Recording The World 3

Carlyn Caruthers

History of Photography:
Recording the World

Maxime Du Camp
• French author and photographer
• Traveled to the Middle East from 1849 to 1851 photographing the great monuments.
• Used the Calotype process.
• Made the first photo book, illustrating his travels.

Francis Frith
• English photographer
• One of the first commercial photographers, using wet plate colodian.
• Photographed Egypt and Palestine
• Created transportable darkrooms in boats and carriages.
• Photographed towns and sold the prints to the public. They would buy the photos to remember.

Early War Photography

Roger Fenton
• British photographer used the wet plate colodian process.
• Documented the Crimean war (two years after).
• He never took pictures of death, instead staging the scene in a more appealing and sterile way.
• Example: “The Valley of the Shadow of Death”
• Intrigued by foreign cultures, he would attempt to recreate a scene in a studio, using models.

Felice Beato
• Photographed the end of the Crimean War.
• Concentrated on photographing in Asia.
• Photographed the aftermath of the Second Opium War, and the Sepoy Massacre in India.
• First true photojournalist and war photographer.

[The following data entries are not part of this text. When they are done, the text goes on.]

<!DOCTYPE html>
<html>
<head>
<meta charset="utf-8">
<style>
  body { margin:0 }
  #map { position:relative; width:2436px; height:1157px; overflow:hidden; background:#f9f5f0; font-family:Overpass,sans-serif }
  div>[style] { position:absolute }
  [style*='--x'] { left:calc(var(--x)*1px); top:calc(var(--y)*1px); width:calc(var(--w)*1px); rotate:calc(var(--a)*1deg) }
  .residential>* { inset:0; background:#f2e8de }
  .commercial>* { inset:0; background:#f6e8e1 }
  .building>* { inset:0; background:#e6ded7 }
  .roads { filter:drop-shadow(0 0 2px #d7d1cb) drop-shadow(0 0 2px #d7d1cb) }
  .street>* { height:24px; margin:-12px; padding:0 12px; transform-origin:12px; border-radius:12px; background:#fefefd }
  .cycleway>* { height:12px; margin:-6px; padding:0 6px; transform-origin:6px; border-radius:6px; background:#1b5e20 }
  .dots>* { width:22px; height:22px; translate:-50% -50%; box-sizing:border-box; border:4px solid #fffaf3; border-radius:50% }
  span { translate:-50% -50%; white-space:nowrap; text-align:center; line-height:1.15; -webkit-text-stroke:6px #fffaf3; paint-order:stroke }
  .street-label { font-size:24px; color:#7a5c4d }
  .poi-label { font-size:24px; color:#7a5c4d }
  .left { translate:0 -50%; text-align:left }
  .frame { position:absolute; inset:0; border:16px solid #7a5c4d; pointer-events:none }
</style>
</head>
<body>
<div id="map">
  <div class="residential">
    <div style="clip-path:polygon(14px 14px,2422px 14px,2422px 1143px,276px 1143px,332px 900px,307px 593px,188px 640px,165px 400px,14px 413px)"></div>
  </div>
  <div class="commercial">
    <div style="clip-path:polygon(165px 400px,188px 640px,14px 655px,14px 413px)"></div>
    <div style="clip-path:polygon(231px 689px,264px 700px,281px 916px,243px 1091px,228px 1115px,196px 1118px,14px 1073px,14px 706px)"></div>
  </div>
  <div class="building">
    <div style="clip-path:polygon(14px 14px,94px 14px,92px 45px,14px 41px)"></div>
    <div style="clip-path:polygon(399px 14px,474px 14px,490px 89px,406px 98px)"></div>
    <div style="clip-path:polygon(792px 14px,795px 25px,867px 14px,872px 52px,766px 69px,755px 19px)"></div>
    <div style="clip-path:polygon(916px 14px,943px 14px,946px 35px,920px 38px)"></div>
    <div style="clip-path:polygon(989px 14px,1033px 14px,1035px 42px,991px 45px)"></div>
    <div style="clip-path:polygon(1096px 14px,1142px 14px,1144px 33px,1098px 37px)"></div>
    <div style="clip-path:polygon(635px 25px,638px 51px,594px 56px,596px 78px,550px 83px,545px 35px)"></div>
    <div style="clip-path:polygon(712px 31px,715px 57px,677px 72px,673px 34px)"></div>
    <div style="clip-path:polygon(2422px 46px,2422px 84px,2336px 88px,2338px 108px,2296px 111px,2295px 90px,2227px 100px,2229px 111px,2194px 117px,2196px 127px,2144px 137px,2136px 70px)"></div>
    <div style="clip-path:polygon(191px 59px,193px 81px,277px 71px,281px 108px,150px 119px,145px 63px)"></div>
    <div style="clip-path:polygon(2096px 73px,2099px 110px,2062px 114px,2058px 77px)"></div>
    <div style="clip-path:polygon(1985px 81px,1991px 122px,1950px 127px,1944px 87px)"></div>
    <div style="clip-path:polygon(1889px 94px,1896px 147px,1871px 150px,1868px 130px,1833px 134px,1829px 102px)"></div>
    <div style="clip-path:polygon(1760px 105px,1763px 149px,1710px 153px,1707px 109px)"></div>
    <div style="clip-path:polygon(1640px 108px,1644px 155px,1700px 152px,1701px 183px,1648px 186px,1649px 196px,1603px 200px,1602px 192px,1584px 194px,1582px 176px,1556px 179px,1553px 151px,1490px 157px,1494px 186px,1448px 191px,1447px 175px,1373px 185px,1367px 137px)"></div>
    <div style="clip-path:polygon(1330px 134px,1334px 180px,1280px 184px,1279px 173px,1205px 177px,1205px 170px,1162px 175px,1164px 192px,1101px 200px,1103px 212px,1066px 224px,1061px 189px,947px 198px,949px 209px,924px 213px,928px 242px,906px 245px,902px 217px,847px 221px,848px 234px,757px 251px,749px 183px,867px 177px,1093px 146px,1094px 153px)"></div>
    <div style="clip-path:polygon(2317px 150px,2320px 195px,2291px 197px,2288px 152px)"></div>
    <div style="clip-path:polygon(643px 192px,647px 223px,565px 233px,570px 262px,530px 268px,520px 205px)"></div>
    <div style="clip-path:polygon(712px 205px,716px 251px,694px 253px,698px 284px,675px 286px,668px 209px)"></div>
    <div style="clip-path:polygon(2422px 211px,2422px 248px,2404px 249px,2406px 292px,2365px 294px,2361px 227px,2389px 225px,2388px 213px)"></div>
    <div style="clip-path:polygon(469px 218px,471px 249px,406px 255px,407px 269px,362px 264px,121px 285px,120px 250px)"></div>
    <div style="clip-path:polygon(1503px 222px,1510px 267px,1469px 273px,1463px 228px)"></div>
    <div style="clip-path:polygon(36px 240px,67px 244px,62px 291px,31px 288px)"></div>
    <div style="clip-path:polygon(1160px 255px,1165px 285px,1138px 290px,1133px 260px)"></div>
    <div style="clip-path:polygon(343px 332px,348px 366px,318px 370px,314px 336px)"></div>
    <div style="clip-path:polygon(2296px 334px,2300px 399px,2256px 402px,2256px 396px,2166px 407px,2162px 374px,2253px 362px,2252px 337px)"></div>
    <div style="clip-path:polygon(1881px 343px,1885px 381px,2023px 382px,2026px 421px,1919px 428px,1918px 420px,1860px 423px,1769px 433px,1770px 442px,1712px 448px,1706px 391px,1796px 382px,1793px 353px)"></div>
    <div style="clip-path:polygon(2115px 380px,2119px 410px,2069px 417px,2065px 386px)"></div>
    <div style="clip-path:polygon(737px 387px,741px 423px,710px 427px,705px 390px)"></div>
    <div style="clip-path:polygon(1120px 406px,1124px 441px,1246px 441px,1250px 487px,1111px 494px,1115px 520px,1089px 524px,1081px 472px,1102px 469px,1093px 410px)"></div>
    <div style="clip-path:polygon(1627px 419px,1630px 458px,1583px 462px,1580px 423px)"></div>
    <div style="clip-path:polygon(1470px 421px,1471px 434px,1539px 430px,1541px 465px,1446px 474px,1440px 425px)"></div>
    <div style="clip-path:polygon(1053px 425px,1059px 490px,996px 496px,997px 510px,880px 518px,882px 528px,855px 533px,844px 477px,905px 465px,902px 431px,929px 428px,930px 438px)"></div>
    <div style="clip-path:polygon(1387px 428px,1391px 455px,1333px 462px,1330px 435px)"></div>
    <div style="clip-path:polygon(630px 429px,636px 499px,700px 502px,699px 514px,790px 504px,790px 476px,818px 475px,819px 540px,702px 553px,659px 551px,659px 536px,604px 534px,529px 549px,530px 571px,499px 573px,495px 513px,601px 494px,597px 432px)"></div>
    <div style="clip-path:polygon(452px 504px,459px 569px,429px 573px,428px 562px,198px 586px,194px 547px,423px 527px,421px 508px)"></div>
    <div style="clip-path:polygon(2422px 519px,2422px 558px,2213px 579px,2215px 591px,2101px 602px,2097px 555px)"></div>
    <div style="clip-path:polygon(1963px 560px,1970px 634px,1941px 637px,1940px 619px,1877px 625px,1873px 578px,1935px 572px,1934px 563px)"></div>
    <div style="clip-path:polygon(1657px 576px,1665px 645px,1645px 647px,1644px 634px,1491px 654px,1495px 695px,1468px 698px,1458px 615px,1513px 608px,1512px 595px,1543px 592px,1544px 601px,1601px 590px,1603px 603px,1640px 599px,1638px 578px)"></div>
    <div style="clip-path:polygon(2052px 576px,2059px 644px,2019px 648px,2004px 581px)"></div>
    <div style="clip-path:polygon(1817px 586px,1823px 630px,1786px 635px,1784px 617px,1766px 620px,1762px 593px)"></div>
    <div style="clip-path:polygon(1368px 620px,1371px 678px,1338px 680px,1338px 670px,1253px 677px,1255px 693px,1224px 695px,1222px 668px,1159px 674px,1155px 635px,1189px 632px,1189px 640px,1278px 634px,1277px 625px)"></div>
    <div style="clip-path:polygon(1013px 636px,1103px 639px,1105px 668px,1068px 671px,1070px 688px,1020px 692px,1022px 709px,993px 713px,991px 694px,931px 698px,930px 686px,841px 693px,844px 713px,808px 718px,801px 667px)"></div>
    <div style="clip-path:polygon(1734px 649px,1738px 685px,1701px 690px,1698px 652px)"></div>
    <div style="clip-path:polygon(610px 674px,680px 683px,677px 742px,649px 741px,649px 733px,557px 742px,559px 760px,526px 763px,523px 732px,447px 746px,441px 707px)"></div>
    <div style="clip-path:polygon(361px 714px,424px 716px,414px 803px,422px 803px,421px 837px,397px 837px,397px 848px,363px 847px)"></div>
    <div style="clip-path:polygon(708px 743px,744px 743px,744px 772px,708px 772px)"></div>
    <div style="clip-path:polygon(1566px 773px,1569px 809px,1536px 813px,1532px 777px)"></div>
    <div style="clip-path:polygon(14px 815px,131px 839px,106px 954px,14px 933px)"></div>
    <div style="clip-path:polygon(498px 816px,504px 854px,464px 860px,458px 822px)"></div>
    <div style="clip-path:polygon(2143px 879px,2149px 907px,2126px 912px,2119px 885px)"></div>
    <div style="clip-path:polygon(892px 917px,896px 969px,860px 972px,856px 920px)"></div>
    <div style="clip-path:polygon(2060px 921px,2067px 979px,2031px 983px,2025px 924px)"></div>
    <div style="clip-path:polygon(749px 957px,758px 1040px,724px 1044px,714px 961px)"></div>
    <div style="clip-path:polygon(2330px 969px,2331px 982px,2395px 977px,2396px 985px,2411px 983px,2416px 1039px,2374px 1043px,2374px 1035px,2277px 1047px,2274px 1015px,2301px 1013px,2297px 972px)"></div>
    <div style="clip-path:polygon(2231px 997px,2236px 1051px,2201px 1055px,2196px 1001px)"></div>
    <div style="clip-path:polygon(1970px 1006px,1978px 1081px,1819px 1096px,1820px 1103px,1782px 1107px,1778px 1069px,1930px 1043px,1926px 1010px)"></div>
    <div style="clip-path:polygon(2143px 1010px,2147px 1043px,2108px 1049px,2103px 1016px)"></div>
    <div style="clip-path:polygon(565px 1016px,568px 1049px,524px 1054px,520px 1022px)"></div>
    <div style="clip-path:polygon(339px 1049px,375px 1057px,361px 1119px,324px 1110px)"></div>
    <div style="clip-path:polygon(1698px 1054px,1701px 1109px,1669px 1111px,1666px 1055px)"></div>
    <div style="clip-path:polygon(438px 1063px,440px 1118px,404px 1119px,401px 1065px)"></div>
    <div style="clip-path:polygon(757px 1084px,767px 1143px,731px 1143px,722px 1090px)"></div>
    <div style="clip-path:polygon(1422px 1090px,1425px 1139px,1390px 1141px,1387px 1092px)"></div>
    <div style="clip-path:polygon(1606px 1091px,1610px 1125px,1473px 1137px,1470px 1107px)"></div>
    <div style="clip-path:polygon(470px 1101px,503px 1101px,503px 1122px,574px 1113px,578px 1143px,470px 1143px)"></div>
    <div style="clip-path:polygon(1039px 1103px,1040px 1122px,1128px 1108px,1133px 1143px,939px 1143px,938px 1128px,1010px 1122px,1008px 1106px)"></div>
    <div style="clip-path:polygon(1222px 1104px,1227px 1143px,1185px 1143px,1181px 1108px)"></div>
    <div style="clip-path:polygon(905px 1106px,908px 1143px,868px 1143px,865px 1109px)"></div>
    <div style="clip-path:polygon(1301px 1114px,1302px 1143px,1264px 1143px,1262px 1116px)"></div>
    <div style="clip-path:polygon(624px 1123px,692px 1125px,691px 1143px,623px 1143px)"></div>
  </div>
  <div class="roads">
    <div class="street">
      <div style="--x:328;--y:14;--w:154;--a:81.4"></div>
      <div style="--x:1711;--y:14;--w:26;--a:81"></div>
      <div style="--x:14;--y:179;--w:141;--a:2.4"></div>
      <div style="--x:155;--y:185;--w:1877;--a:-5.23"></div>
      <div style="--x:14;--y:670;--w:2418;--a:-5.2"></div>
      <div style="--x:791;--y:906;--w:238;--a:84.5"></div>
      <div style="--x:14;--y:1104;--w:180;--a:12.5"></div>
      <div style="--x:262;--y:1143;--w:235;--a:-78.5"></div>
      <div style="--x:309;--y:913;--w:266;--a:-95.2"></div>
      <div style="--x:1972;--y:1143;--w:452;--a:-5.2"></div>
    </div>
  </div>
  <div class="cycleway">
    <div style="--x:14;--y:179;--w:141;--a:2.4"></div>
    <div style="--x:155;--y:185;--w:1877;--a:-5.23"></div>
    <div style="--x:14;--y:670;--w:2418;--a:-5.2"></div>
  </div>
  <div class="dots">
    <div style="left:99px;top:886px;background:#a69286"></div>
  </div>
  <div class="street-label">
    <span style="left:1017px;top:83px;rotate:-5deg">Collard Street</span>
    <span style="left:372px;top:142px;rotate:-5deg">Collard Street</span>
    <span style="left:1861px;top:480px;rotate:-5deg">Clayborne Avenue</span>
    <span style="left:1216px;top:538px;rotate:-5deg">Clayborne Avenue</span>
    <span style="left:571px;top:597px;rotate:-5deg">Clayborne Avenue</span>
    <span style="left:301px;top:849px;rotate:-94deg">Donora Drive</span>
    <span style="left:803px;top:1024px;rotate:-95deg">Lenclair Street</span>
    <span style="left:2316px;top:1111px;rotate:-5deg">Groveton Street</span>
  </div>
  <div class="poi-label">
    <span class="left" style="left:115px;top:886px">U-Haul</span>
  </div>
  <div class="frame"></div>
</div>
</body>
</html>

Documented what was really happening, even if the images were shocking.
• Always photographed dead foreigners.

• French photographer
• First aerial photographers, taking pictures from a hot-air balloon. Also the first photographer to take picture underground using lights.
• Photographed highly thought of individuals at the time

Mathew Brady
• Had a studio in New York where he photographed many famous and important people. They came to him.
• Famous Civil War photographer, though he did not take many of the photos himself, even though he is credited.
• Traveled with portable darkrooms and an outfit of photographers that he would send out to photograph war scenes. Truthful documentation.
• Invested a lot of money thinking this would be very profitable, it wasn’t. No one wanted to buy pictures of a war they would rather put behind them. He then donated all of his photographs to the government.
• Photographed Lincoln (1863) and Robert E. Lee (1865)

Timothy O’Sullivan
• Brady’s most famous assistant
• Shot the more iconic photos of war, “Harvest of Death.” Gettysburg.
• Photographed the western expansion
• Photographed the construction of the Transcontinental Railroad. He documented the places where it was most difficult for the railroad to get through.
• Photographed Yellowstone

Alexander Gardner
• Another acclaimed assistant to Brady.
• Famous photo, “Home of the Rebel Sharpshooter.” Showing a confederate soldier dead by a fence. This scene was constructed, changing the placement of the man’s body, adding a rifle in the background, and turning the man’s head towards the camera.

Edward Curtis
• Hired by JP Morgan to photograph Native Americans. Morgan was fascinated with Native Americans.
• Lived with different Native American tribes.
• Had 40, 000 negatives and 2,200 photos.
• He was known as an idealized photographer.
• Photographed the “best” of the tribe in a very stylized manner.

Adam Clark Vroman

• Photographed Native Americans. Hopi, Navajo, Zuni, Laguna, and Acoma.
• Traveled to the Southwest to document Native Americans in a more realistic manner.
• Took pictures of life, as it was, “realistic photographer.”